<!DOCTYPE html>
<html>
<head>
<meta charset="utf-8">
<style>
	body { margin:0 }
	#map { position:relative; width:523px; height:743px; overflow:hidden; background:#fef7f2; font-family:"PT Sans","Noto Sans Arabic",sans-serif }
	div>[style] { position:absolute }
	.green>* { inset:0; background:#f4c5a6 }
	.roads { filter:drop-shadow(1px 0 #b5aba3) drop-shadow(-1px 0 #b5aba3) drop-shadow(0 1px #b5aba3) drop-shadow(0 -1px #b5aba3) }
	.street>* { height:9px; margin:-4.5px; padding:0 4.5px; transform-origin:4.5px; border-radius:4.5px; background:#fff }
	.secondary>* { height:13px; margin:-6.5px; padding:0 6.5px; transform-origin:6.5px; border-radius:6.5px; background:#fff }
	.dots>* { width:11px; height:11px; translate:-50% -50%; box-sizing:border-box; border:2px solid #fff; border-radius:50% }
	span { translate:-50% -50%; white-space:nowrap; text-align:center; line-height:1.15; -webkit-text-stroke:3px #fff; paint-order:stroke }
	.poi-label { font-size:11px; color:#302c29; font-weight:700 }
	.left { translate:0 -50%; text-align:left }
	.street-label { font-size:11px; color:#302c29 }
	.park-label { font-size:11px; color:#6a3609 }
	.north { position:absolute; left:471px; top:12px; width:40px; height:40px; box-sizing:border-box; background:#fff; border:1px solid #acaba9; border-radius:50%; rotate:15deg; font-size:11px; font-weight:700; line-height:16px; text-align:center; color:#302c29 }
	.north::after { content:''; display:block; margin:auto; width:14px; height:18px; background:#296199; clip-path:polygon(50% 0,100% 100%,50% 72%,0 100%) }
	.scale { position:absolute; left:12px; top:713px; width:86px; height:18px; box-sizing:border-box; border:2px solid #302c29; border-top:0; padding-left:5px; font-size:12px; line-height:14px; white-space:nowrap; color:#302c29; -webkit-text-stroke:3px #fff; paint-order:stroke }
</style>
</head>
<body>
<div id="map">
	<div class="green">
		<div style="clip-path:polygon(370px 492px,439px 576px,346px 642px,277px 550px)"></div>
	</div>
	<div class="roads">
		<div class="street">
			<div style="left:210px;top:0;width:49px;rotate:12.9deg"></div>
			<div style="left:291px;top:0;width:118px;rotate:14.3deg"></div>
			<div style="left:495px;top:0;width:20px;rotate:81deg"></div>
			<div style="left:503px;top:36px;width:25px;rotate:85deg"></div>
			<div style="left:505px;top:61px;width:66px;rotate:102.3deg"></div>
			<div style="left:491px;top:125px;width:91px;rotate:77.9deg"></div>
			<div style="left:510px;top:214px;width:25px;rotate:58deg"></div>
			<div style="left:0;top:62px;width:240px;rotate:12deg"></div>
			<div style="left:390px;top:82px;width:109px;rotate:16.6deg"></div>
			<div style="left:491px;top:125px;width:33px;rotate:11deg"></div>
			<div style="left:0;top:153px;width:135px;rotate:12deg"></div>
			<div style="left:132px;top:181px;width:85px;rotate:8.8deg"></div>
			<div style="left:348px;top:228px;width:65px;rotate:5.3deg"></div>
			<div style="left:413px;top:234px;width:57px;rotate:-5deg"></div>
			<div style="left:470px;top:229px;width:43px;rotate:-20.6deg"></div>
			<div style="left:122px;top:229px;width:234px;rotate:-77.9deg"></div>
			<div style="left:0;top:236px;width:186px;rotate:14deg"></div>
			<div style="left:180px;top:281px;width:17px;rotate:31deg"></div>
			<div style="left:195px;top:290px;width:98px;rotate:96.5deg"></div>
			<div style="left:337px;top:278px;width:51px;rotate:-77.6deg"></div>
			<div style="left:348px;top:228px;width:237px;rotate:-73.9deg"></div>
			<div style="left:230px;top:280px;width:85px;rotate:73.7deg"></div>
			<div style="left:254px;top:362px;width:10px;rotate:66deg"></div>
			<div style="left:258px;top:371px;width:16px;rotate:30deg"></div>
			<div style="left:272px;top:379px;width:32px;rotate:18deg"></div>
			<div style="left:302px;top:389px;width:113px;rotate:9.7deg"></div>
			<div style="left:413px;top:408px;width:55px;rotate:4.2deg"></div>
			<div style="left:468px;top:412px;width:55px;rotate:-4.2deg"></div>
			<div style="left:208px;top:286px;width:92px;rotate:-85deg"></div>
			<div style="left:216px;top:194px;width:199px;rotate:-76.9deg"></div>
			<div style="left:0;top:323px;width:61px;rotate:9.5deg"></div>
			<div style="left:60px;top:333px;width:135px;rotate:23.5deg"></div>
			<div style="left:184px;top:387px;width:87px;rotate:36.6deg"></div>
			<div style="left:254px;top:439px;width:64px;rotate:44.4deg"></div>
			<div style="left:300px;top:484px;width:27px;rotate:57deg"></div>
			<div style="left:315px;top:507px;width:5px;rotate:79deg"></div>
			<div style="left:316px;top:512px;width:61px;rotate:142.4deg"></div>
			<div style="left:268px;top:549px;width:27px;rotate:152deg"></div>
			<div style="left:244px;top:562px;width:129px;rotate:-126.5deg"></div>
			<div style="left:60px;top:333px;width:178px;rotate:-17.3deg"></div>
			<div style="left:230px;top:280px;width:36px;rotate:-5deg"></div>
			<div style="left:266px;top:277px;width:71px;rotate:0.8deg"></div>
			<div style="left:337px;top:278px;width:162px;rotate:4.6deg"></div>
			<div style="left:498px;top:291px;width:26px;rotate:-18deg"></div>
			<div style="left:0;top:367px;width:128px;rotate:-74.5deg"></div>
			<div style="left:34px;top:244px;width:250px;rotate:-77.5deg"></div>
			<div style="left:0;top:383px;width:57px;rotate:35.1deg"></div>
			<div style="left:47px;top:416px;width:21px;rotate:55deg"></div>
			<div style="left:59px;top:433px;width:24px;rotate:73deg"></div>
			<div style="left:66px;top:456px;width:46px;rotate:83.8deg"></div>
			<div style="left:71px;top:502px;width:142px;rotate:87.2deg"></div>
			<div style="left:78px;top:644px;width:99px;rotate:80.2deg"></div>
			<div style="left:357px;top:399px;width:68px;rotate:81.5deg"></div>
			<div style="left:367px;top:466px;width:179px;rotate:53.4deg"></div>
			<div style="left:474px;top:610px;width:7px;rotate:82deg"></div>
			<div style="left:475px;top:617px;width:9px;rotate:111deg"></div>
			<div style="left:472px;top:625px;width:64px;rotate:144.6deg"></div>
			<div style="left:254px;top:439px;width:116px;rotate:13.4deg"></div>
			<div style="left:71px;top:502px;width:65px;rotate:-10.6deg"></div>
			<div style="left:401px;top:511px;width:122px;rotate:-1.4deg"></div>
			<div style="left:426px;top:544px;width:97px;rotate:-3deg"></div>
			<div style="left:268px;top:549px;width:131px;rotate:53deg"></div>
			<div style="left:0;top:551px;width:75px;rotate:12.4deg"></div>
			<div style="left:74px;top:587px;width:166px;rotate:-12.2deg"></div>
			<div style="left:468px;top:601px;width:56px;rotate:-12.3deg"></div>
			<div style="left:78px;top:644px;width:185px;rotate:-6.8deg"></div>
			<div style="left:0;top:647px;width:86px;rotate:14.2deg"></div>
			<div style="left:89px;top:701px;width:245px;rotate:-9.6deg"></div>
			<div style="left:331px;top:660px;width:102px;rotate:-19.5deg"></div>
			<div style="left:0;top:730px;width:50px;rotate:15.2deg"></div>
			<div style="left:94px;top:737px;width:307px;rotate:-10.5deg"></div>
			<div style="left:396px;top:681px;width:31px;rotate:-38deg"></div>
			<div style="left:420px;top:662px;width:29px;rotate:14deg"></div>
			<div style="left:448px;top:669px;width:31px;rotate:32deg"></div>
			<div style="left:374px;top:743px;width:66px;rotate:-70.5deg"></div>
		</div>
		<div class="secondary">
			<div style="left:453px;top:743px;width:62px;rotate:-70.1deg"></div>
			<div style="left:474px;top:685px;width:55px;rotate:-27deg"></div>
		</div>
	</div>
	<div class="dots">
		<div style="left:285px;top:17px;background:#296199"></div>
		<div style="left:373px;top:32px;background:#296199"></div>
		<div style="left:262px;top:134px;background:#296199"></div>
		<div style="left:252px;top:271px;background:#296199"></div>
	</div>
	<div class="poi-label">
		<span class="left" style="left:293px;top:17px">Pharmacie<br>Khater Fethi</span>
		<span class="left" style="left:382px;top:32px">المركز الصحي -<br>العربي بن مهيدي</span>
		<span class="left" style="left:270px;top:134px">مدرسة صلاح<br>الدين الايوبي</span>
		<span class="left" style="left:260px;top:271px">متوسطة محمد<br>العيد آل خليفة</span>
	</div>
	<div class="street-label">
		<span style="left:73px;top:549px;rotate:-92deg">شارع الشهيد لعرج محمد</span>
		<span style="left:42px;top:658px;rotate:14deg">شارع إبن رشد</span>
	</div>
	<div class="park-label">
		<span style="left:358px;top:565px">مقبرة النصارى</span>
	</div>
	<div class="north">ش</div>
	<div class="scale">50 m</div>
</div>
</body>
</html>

-------

### Exercise objective
Copying word for word, give each line of the data above from the first one through the line containing "translate:-50% -50%; white-space:nowrap;", and nothing else.

### Response
<!DOCTYPE html>
<html>
<head>
<meta charset="utf-8">
<style>
	body { margin:0 }
	#map { position:relative; width:523px; height:743px; overflow:hidden; background:#fef7f2; font-family:"PT Sans","Noto Sans Arabic",sans-serif }
	div>[style] { position:absolute }
	.green>* { inset:0; background:#f4c5a6 }
	.roads { filter:drop-shadow(1px 0 #b5aba3) drop-shadow(-1px 0 #b5aba3) drop-shadow(0 1px #b5aba3) drop-shadow(0 -1px #b5aba3) }
	.street>* { height:9px; margin:-4.5px; padding:0 4.5px; transform-origin:4.5px; border-radius:4.5px; background:#fff }
	.secondary>* { height:13px; margin:-6.5px; padding:0 6.5px; transform-origin:6.5px; border-radius:6.5px; background:#fff }
	.dots>* { width:11px; height:11px; translate:-50% -50%; box-sizing:border-box; border:2px solid #fff; border-radius:50% }
	span { translate:-50% -50%; white-space:nowrap; text-align:center; line-height:1.15; -webkit-text-stroke:3px #fff; paint-order:stroke }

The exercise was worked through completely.